Evaluations d’école : courrier du SNUDI-FO 94 à l’IEN-A

Le courrier en PDF pour impression

Samia AIT ELHADJ

Benoît BALORDI

Co-Secrétaires départementaux

À

Madame l’Inspectrice de l’Éducation Nationale adjointe à l’IA-DASEN

Créteil, le 15 octobre 2025

Objet : votre courrier relatif aux évaluations d’école

 Madame l’Inspectrice de l’Éducation nationale adjointe à l’IA-DASEN

Notre organisation syndicale a été saisie par un très grand nombre d’enseignants, qui ont reçu ce matin un courrier émanant de votre part, dont l’objet est « refus de participer aux évaluations d’écoles 2025-2026 ».

Nous souhaitons tout d’abord exprimer notre étonnement quant à l’emploi du terme « refus ». À notre connaissance, aucun collègue n’a utilisé ce terme dans les courriers adressés aux IEN. Les collègues ont, par courtoisie, informé leur hiérarchie de leur non volontariat.

Parler de « refus » suppose qu’une injonction ou une convocation aurait été formulée, ce qui n’est pas le cas.

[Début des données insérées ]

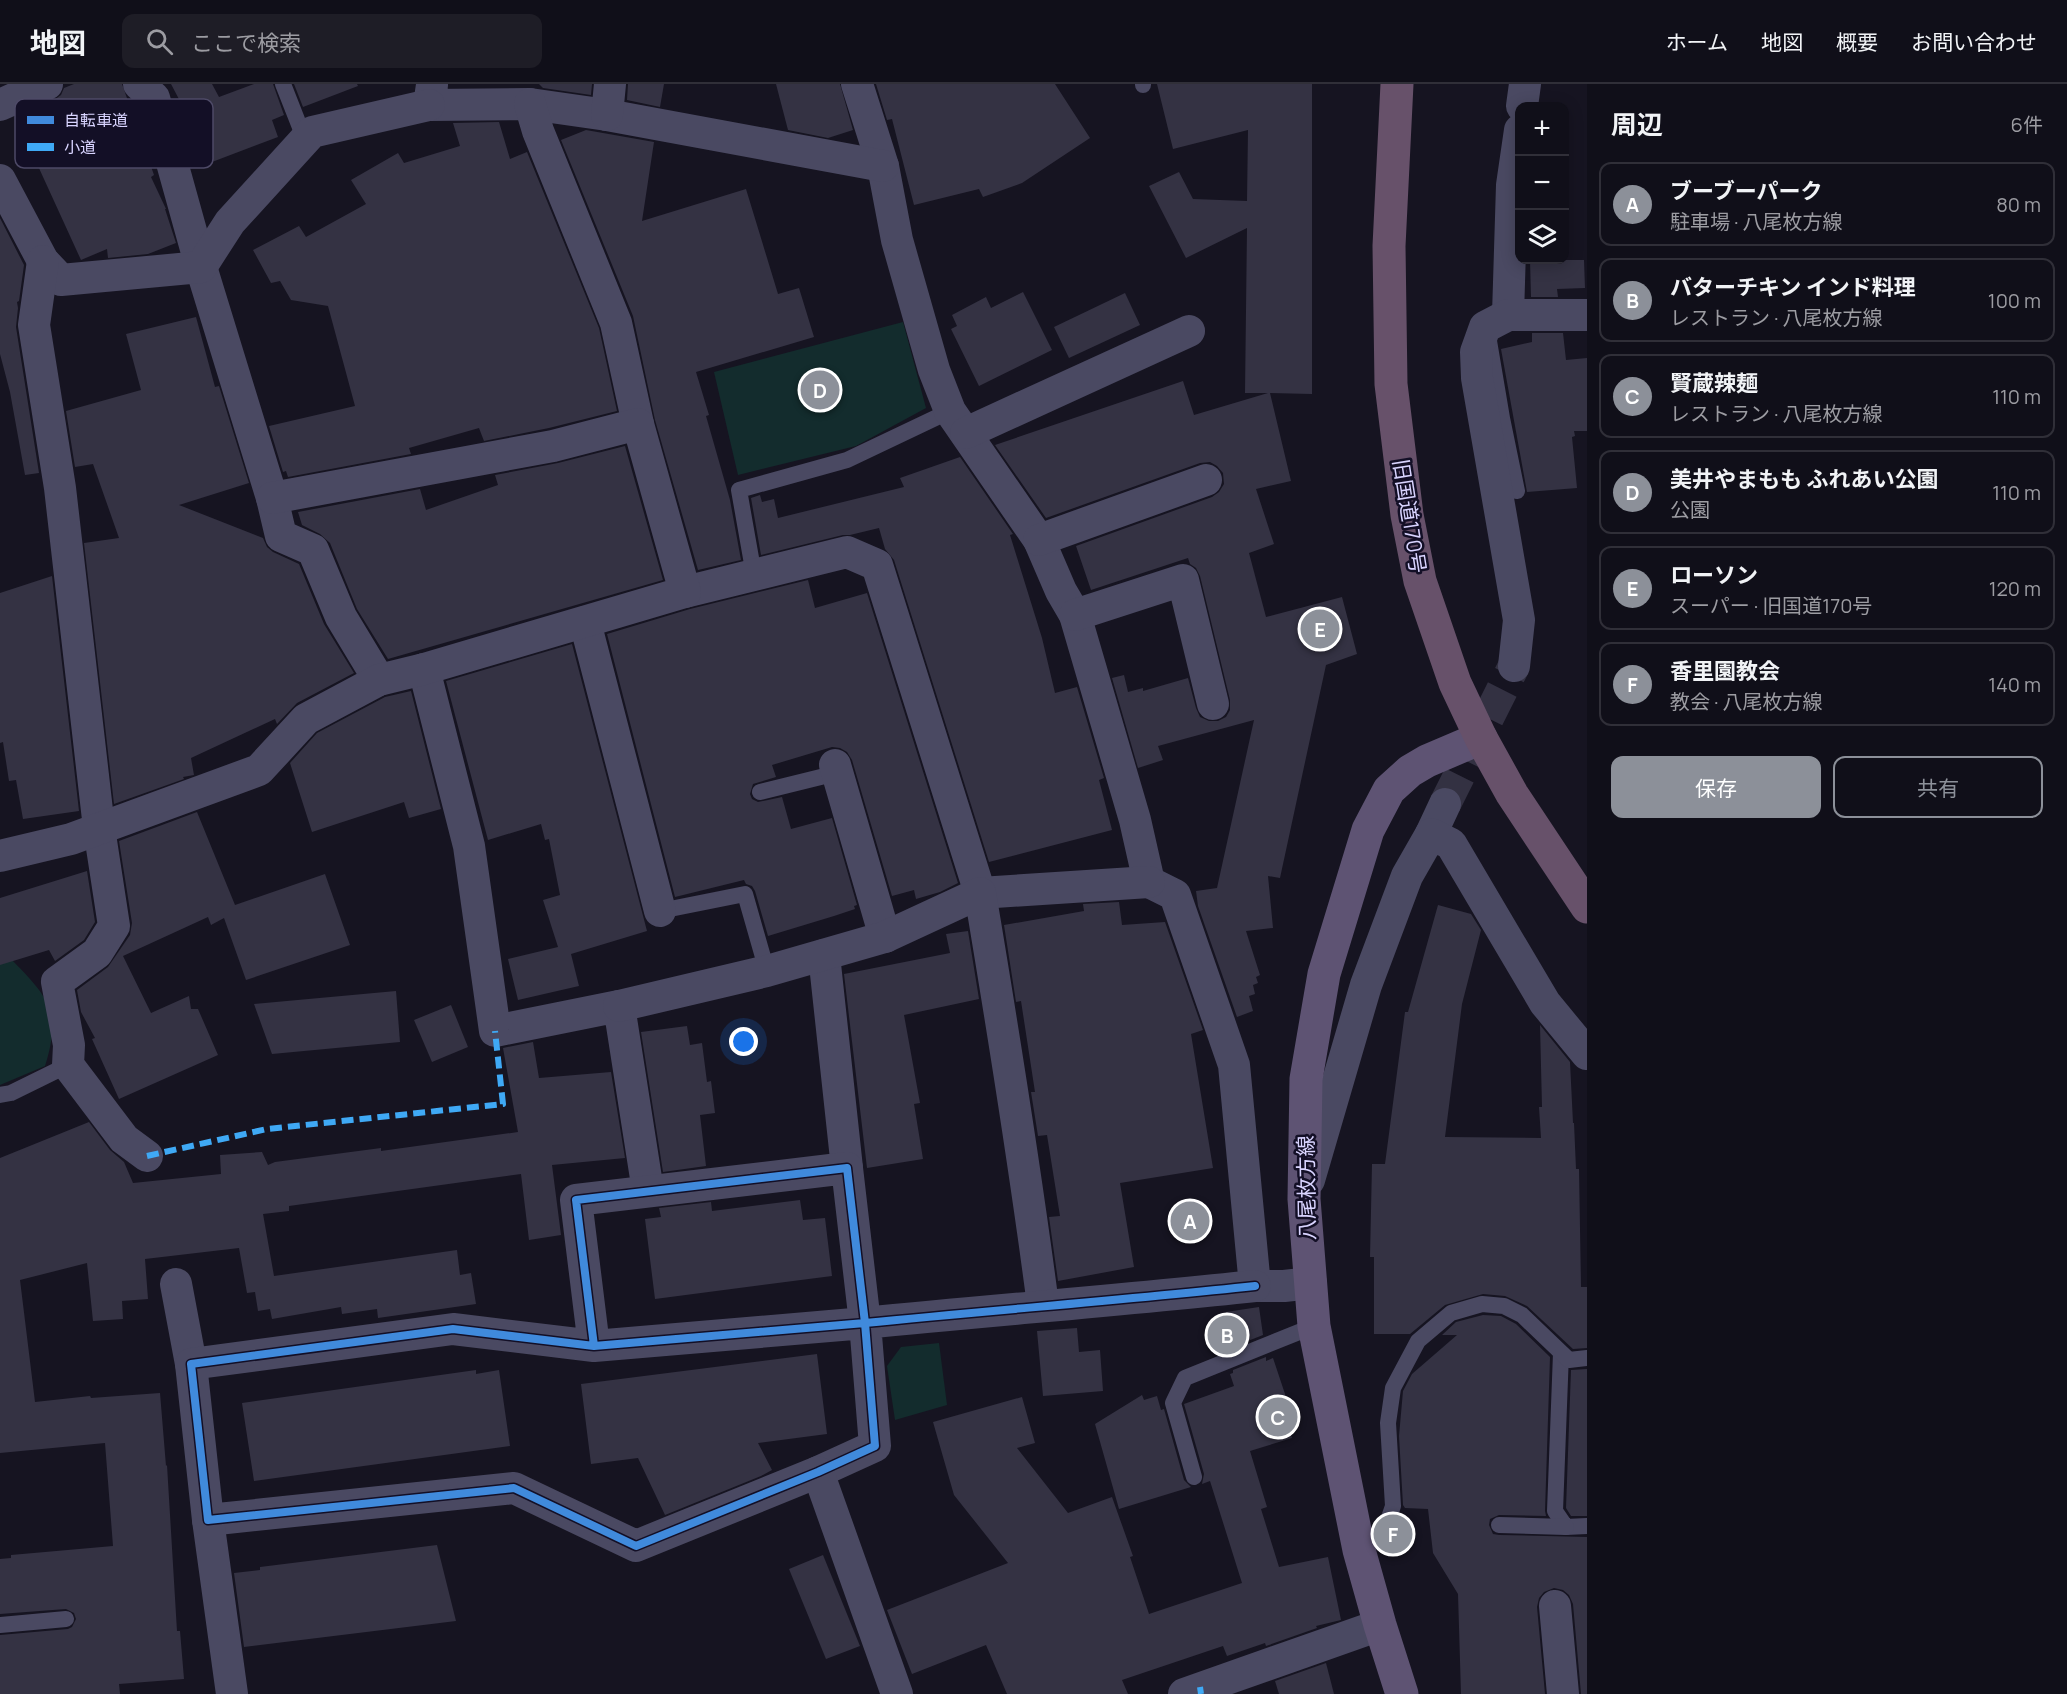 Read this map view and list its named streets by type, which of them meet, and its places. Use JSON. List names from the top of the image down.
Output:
{
  "streets": {
    "highway": ["旧国道170号"],
    "main road": ["八尾枚方線"]
  },
  "crossings": [
    ["旧国道170号", "八尾枚方線"]
  ],
  "legend": ["自転車道", "小道"],
  "page": {
    "header": "地図",
    "search": "ここで検索",
    "nav": [
      "ホーム",
      "地図",
      "概要",
      "お問い合わせ"
    ],
    "heading": ["周辺", "6件"],
    "map_buttons": ["+", "−"],
    "list": [
      {
        "mark": "A",
        "name": "ブーブーパーク",
        "note": "駐車場 · 八尾枚方線",
        "value": "80 m"
      },
      {
        "mark": "B",
        "name": "バターチキン インド料理",
        "note": "レストラン · 八尾枚方線",
        "value": "100 m"
      },
      {
        "mark": "C",
        "name": "賢蔵辣麺",
        "note": "レストラン · 八尾枚方線",
        "value": "110 m"
      },
      {
        "mark": "D",
        "name": "美井やまもも ふれあい公園",
        "note": "公園",
        "value": "110 m"
      },
      {
        "mark": "E",
        "name": "ローソン",
        "note": "スーパー · 旧国道170号",
        "value": "120 m"
      },
      {
        "mark": "F",
        "name": "香里園教会",
        "note": "教会 · 八尾枚方線",
        "value": "140 m"
      }
    ],
    "pins": [
      "D",
      "E",
      "A",
      "B",
      "C",
      "F"
    ],
    "buttons": ["保存", "共有"]
  }
}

Une telle formulation laisse entendre une désobéissance, ce qui ne reflète en rien la démarche des collègues concernés.

Nous vous demandons donc de ne pas transformer les écrits de nos collègues et de bien vouloir respecter la teneur et l’intention des messages adressés, sans leur prêter une position qui ne correspond pas aux propos tenus.

Ce courrier, adressé aux enseignants du département qui ont exprimé qu’ils n’étaient pas volontaires pour participer aux réunions concernant l’évaluation d’école, leur demande expressément de revoir leur position et de « s’inscrire dans une dynamique visant à participer à la démarche d’évaluation prévue, telle qu’arrêtée par l’autorité académique. »

Madame l’Inspectrice de l’Éducation Nationale Adjointe, les professeurs des écoles ont des obligations réglementaires de service qu’ils doivent respecter, comme tout fonctionnaire. « S’inscrire dans une dynamique visant à participer à la démarche d’évaluation » n’en fait pas partie.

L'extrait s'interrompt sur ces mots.